Ecologie

Les urbanistes et leur "ville du quart d’heure", nouvelles cibles du complotisme post-Covid

Les urbanistes et leur "ville du quart d’heure", nouvelles cibles du complotisme post-Covid.

© Kilito Chan

La "Ville du quart d’heure", ce concept en vogue qui promeut la rénovation de centres urbains où les déplacements essentiels ne dépasseraient quinze minutes, est entrée récemment dans le viseur des complotistes post-Covid, qui dénoncent de prétendues expériences de "confinements climatiques".

Apparu en France en 2015, le principe de la "Ville du quart d’heure" est simple : assurer la présence de tous les services essentiels, comme les magasins, les parcs ou les hôpitaux, à moins de 15 minutes de marche ou de vélo du domicile des citadins.

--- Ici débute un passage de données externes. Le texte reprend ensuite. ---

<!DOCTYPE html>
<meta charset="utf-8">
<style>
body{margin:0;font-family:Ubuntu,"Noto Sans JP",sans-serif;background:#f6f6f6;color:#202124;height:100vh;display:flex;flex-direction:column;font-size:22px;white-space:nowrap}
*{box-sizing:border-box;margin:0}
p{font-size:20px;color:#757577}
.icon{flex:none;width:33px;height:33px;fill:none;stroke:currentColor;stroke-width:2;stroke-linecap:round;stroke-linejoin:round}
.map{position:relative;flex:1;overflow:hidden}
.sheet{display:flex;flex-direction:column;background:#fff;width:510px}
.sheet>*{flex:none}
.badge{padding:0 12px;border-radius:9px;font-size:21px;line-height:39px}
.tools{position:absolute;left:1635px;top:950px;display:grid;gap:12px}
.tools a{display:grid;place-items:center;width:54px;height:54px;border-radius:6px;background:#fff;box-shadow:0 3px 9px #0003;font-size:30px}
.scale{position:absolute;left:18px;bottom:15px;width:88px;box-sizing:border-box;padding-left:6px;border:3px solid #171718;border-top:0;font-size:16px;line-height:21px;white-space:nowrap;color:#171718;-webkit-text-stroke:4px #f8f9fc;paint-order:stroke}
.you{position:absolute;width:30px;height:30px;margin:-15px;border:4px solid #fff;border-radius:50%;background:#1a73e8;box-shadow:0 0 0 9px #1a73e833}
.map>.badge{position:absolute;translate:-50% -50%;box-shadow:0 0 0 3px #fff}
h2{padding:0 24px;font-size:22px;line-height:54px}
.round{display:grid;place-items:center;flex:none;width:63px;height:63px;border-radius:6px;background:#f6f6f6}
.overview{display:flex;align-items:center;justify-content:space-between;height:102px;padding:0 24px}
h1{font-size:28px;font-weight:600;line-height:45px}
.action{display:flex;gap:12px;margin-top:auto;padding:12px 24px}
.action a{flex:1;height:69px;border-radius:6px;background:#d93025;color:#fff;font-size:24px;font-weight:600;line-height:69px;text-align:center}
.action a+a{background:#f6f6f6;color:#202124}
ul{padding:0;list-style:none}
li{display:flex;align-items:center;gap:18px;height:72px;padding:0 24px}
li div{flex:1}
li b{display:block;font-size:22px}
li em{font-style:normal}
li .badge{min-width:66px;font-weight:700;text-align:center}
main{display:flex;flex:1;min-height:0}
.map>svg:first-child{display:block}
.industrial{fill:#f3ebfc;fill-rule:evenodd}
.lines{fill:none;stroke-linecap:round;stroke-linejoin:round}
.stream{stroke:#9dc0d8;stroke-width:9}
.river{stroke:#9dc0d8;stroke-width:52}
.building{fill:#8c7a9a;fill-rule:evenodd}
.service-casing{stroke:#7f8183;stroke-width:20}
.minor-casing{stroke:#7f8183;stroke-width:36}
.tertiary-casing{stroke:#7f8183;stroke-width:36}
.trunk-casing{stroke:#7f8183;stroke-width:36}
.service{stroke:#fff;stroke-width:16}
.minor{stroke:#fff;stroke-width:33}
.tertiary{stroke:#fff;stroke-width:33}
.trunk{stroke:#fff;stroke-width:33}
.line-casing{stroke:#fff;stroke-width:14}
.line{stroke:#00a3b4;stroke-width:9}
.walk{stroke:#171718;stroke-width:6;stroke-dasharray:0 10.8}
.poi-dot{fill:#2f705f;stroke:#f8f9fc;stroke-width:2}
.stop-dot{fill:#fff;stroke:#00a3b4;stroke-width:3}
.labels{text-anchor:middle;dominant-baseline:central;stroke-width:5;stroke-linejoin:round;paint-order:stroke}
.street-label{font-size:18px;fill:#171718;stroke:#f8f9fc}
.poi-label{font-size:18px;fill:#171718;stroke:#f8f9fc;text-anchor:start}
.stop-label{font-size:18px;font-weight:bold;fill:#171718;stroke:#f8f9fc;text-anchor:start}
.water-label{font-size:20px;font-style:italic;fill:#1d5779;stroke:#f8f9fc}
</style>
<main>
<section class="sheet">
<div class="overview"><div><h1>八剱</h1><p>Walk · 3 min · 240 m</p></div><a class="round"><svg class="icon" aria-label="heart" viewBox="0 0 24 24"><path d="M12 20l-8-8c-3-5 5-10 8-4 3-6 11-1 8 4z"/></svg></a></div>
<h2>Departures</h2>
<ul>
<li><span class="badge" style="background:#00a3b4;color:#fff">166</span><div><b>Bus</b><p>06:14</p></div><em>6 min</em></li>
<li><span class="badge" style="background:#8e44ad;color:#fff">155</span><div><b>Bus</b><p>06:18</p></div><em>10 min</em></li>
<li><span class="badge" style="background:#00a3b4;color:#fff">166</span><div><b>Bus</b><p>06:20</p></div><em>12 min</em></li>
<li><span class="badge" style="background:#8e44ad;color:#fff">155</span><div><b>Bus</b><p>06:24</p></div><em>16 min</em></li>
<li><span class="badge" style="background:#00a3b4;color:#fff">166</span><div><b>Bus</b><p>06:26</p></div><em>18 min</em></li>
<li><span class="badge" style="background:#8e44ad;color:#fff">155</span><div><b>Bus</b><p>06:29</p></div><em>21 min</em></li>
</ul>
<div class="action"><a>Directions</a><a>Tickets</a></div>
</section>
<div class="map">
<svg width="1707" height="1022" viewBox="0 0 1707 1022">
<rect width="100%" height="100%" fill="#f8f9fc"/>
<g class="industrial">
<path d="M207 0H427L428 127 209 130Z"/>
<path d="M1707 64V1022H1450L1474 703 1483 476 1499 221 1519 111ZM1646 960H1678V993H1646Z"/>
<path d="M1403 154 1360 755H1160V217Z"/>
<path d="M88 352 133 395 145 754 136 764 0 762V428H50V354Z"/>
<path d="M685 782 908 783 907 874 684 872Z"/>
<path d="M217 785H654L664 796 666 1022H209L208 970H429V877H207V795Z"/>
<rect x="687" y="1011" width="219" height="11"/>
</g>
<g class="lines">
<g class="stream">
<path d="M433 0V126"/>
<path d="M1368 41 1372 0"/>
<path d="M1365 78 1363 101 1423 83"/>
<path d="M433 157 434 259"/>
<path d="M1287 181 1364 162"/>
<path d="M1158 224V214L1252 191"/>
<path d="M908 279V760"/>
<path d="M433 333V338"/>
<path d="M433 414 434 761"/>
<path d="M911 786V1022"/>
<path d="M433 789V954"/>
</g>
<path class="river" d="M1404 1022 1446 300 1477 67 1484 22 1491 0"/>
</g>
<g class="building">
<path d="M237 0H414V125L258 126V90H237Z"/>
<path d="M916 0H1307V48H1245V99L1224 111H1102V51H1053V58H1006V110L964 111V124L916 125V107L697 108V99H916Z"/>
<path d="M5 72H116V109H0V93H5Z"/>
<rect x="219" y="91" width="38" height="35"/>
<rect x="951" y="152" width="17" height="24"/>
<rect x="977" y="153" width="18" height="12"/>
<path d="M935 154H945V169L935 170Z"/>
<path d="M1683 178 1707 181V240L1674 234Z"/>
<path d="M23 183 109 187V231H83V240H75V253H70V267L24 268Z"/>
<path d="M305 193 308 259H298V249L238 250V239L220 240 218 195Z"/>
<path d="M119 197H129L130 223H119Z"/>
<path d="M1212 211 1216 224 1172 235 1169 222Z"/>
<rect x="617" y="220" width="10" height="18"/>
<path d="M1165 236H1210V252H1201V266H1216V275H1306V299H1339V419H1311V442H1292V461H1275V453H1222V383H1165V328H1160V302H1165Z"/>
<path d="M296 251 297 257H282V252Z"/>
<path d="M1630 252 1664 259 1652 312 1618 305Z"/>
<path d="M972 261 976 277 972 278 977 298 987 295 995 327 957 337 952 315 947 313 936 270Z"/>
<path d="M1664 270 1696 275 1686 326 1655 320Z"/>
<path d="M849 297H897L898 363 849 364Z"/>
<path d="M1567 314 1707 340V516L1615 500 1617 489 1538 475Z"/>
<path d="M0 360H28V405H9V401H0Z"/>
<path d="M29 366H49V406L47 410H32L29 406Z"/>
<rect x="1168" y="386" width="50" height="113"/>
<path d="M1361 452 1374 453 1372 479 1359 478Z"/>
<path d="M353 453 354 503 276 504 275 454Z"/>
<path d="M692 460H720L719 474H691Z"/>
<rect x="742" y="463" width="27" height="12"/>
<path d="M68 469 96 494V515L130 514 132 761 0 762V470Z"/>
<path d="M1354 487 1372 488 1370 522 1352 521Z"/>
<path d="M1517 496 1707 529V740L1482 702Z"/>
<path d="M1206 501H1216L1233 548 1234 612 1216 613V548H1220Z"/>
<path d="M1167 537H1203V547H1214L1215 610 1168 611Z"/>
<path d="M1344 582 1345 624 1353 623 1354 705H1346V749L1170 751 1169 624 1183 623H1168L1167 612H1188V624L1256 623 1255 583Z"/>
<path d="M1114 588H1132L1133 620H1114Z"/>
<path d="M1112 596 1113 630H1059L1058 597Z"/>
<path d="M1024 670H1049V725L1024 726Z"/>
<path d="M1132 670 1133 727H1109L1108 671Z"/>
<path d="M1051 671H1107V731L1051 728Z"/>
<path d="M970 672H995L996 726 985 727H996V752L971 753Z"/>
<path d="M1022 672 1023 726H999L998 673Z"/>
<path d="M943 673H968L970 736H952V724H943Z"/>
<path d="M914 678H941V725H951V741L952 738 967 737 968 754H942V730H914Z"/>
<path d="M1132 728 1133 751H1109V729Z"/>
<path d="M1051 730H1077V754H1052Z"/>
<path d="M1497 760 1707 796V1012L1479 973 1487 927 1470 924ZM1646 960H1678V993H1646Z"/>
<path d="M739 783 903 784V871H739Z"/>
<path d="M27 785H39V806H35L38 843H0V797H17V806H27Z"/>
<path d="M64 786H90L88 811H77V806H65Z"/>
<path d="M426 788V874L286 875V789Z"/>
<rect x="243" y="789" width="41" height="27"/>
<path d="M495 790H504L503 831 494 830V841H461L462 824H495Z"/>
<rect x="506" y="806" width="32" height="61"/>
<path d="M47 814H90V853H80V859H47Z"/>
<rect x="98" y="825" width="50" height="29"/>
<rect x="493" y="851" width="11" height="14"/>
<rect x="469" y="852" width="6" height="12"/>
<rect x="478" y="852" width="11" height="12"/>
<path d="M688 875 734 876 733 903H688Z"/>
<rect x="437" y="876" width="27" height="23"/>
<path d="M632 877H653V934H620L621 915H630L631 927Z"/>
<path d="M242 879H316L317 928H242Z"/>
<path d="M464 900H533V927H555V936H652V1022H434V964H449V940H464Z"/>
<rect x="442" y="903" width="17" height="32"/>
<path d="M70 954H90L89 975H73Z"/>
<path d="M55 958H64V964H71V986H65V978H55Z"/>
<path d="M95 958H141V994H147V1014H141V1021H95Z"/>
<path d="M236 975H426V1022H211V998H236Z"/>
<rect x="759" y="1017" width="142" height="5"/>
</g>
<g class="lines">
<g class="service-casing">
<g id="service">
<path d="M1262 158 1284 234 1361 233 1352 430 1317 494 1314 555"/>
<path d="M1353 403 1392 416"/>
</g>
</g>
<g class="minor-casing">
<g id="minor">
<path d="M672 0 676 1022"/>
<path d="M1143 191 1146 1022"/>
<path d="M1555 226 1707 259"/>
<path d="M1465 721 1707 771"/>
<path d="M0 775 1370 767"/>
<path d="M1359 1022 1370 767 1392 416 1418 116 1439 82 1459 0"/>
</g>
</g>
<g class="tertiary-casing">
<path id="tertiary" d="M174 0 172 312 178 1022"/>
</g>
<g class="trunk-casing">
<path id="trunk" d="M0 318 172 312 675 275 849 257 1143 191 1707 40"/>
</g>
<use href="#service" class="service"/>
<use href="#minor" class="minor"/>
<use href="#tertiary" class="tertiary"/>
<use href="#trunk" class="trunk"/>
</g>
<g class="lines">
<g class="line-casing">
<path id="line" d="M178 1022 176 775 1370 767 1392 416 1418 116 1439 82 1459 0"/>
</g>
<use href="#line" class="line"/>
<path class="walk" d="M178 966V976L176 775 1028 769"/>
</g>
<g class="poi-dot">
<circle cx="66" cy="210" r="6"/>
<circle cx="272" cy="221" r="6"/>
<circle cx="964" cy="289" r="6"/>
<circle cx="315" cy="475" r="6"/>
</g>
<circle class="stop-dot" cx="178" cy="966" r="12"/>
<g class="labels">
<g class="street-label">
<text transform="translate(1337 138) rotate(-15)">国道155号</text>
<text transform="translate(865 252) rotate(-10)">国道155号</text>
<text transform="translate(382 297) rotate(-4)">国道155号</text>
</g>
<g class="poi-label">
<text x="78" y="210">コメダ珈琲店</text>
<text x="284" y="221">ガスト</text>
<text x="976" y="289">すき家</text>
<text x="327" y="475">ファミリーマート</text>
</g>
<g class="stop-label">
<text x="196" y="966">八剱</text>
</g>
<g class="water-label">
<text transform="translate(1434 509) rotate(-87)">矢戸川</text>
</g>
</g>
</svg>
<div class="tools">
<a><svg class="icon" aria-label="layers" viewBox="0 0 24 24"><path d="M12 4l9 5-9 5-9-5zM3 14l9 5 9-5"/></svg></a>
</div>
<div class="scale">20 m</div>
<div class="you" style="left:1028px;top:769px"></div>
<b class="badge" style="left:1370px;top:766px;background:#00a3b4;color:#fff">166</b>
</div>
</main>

Le concept a convaincu l'ONU et le Forum économique mondial

Depuis la pandémie de Covid, le concept imaginé par l’universitaire franco-colombien Carlos Moreno a séduit le groupe C40, qui rassemble des grandes villes luttant contre le réchauffement climatique, ainsi que les Nations unies ou encore le Forum économique mondial. Même s'il reste par ailleurs débattu.

Parmi ses détracteurs modérés, Jay Pitter, professeur d’urbanisme basé à Toronto (Canada), fait valoir que ce modèle européen ne peut pas être transposé aux villes nord-américaines et qu’il pourrait même aggraver les inégalités en accentuant la gentrification des centre-villes.

Malgré tout, des villes comme Paris, Melbourne ou Copenhague s’en revendiquent pour justifier la réorganisation de certains quartiers censés devenir plus agréables à vivre et moins dépendants de la voiture mais aussi pour limiter la pollution et le réchauffement climatique.

Ses détracteurs dénoncent une restriction des libertés

Mais comme à l’époque des confinements sanitaires contre le Covid-19, le débat politique sur la pertinence de ces mesures s’est mué sur les réseaux sociaux en théories suspicieuses sur l’origine et les intentions réelles que cacherait cette vision.

Sur TikTok, les premiers résultats de la recherche "Ville du quart d’heure" présentent surtout des vidéos critiques, où l’on affirme notamment que les nouveaux plans de circulation ont pour but de limiter la liberté de mouvement des habitants qui à terme seront punis par des amendes s’ils sortent de leur quartier.

Sur Twitter, en anglais, le hashtag #15minuteprisons est apparu en troisième position derrière #15minutecities et #15minutecity.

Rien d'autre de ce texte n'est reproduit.